Oral submucous fibrosis (OSMF) is a disease associated with the habit of betel nut chewing and it is characterized by extensive collagen deposition in the soft tissues of the mouth (8). Various researchers, in their studies on the mutagenic properties of arecanuts have found that the constituents and the extracts of the nuts cause chromosomal aberrations and DNA damage(8). In the review of literature, starting from Pay Master, 1959 to J.N. Khanna, 1995, every one is of the opinion that submucous fibrosis is a precancerous condition with a malignant transformation rate which varies from 3 to 7.6% (9). The development of cancers can be mediated by a diversity of endogenous and environmental stimuli. Free radicals have long been known to be mutagenic. Further, these agents have more recently emerged as the mediators of the other phenotypic and genotypic changes that lead from mutation to neoplasia.
OSMF is an incurable disease. No treatment modality, either surgical or medical has been successful in completely eliminating the disease. In view of the strong relationship between oral cancer and pre cancerous lesions, chemo-prevention is said to be feasible and practicable. A safe and simple mode of treatment as described in this study, along with proper habit restriction is required in OSMF to ensure that the progression of the disease is retarded and that maximum relief is obtained by the patient.
Many authors are of the opinion that conservative treatment is preferable than the conventional ones (3). Hazardous treatments like the submucosal injections of steroids, hyaluranidase and placental extracts should be avoided. Several studies in humans have confirmed the cancer preventive nature of antioxidants. The oral intake of retinoids has a significant toxic effect on the normal tissue. A less toxic group of micronutrients are the carotenoids, which include lycopene. Its mode of action may involve stimulation of the immune system or a direct action on the tumour cells. Lycopene has been shown to inhibit hepatic fibrogenesis in LEC ratsby Kitade et al., and it may also exert a similar inhibition on the abnormal fibroblasts in submucous fibrosis. The findings of this study are in concurrence with those of another study on OSMF, which was performed by Haque et al, who reported a positive result in the OSMF cases with a therapeutic modality which was used for liver fibrosis. Lycopene also upregulates the lymphocyte resistance to stress and suppresses the inflammatory response (10).
The results of the recent studies are encouraging. The unifying mechanism which underlies these diseases is cumulative oxidative damage. So, antioxidants can influence or prevent seemingly unrelated conditions (11).

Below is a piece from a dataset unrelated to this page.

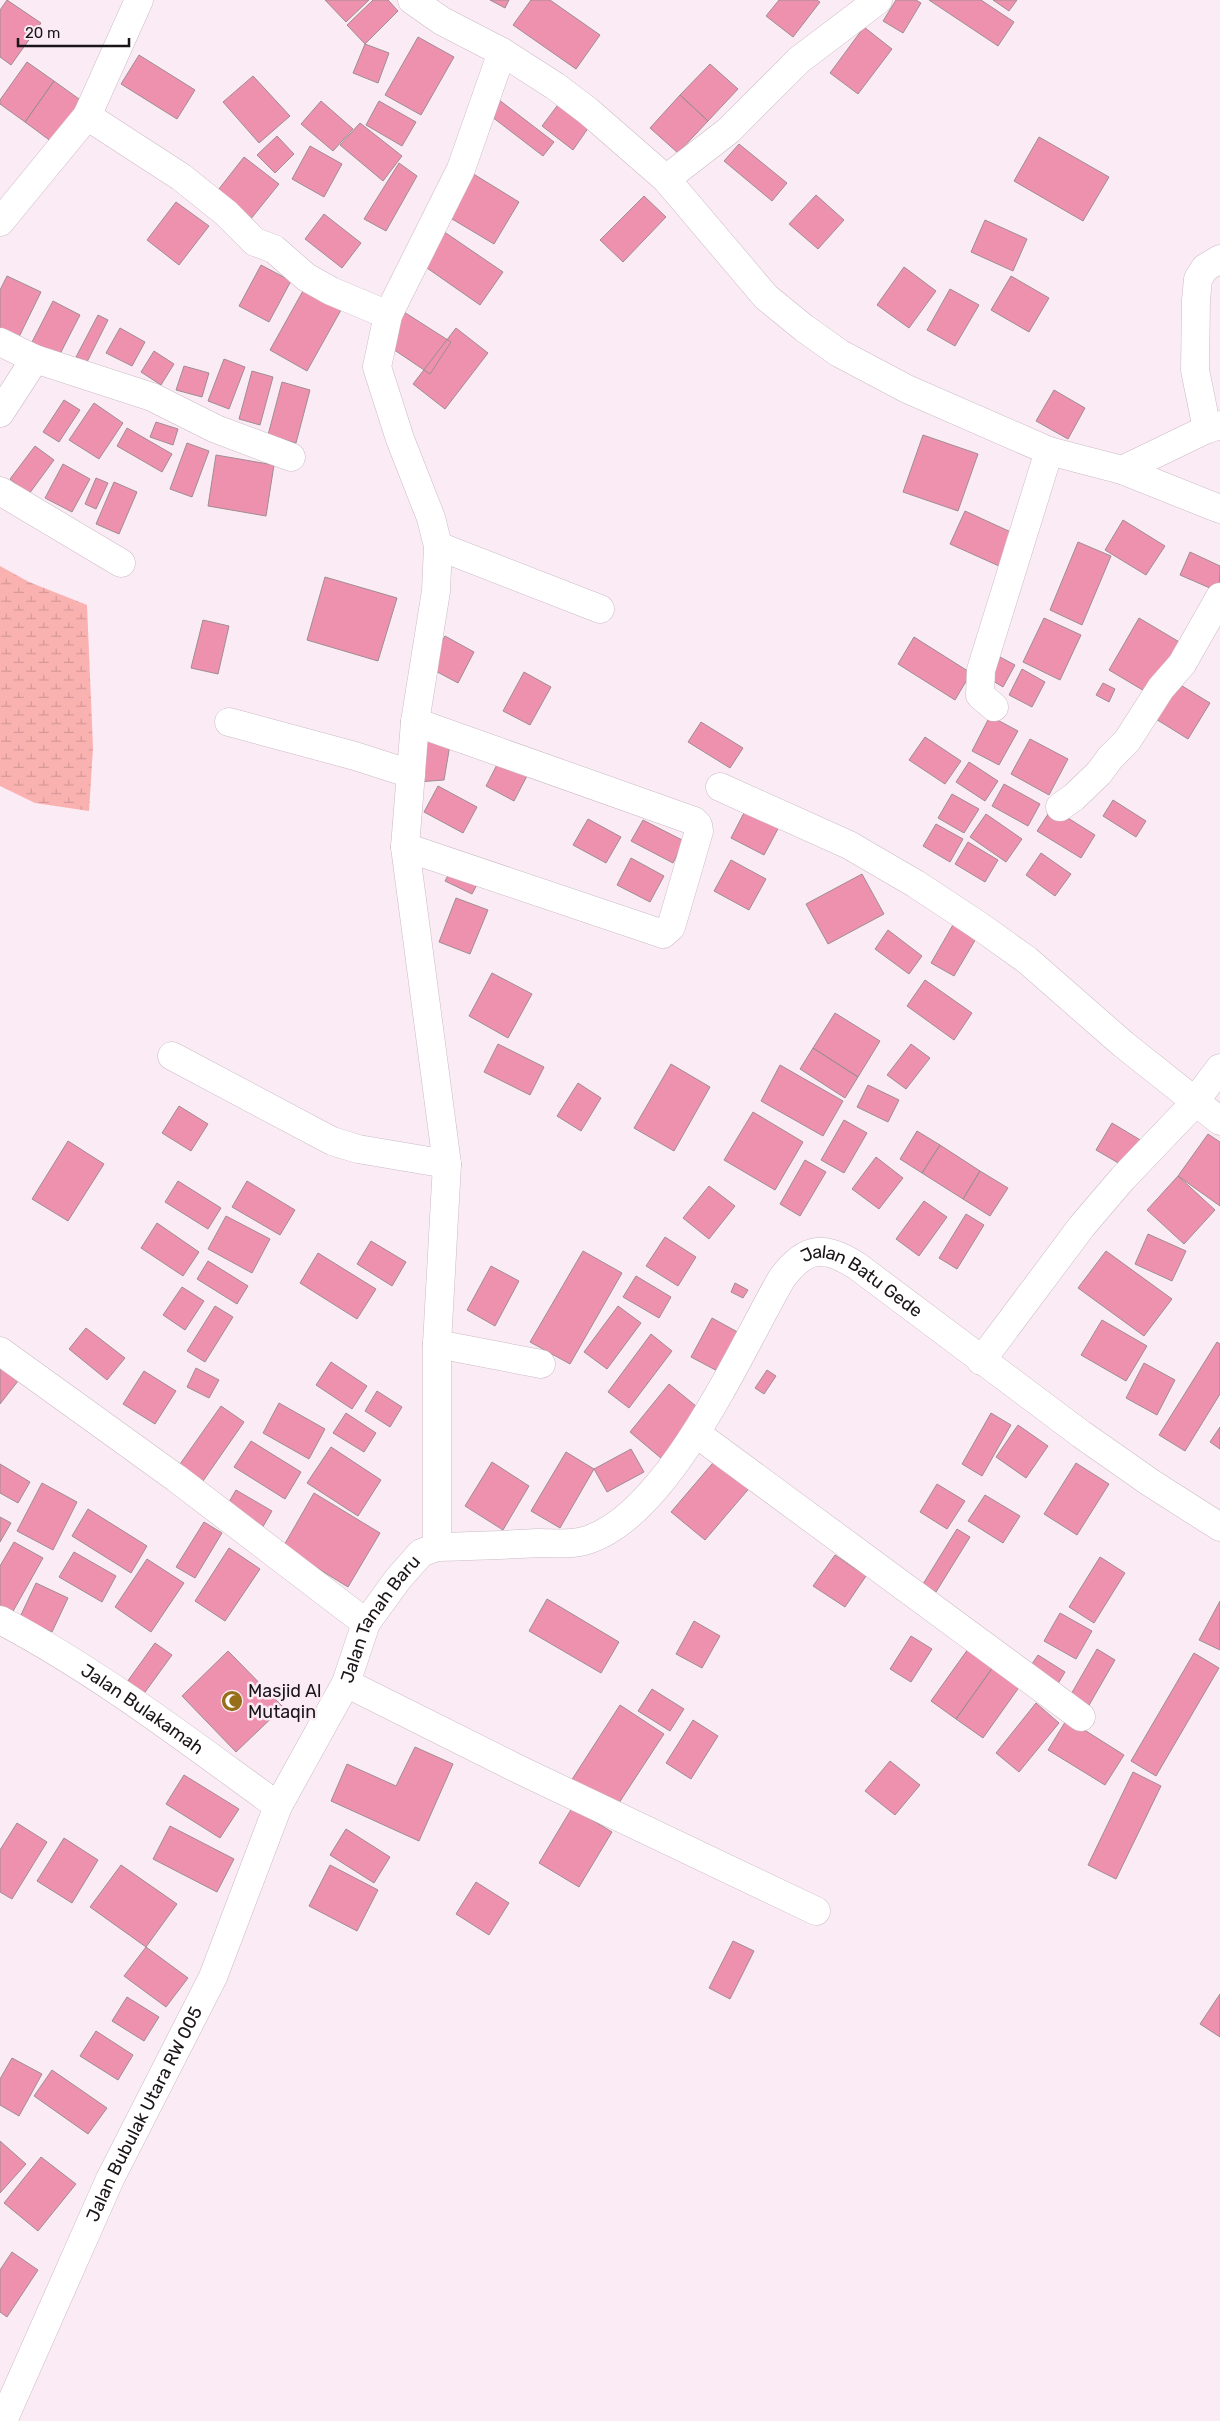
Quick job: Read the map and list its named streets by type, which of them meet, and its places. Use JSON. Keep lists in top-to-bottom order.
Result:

It is clear from this, that a long term maintenance treatment is necessary, if there has to be an impact on oral cancer incidence. Lycopene may be more suitable for this purpose than the more toxic retinoids. Lycopene has been shown to inhibit various types of cancers and it has been shown to have potent benefits in oral pre malignant lesions such as oral leukoplakia, where it has been reported to modulate dysplastic changes. Another point in favour of the use of lycopene for the prevention of OSMF is that it is relatively non toxic and can be easily supplemented in the diet.
This was a short term study with a small sample size and the patients in this study were advised to give up the habit of pan and betel nut chewing. As we could not have a control group due to the limited number of patients, it was felt that a long term study with a larger sample size with all the above variables being taken into consideration would be necessary to get a clear picture about the utility of the drug.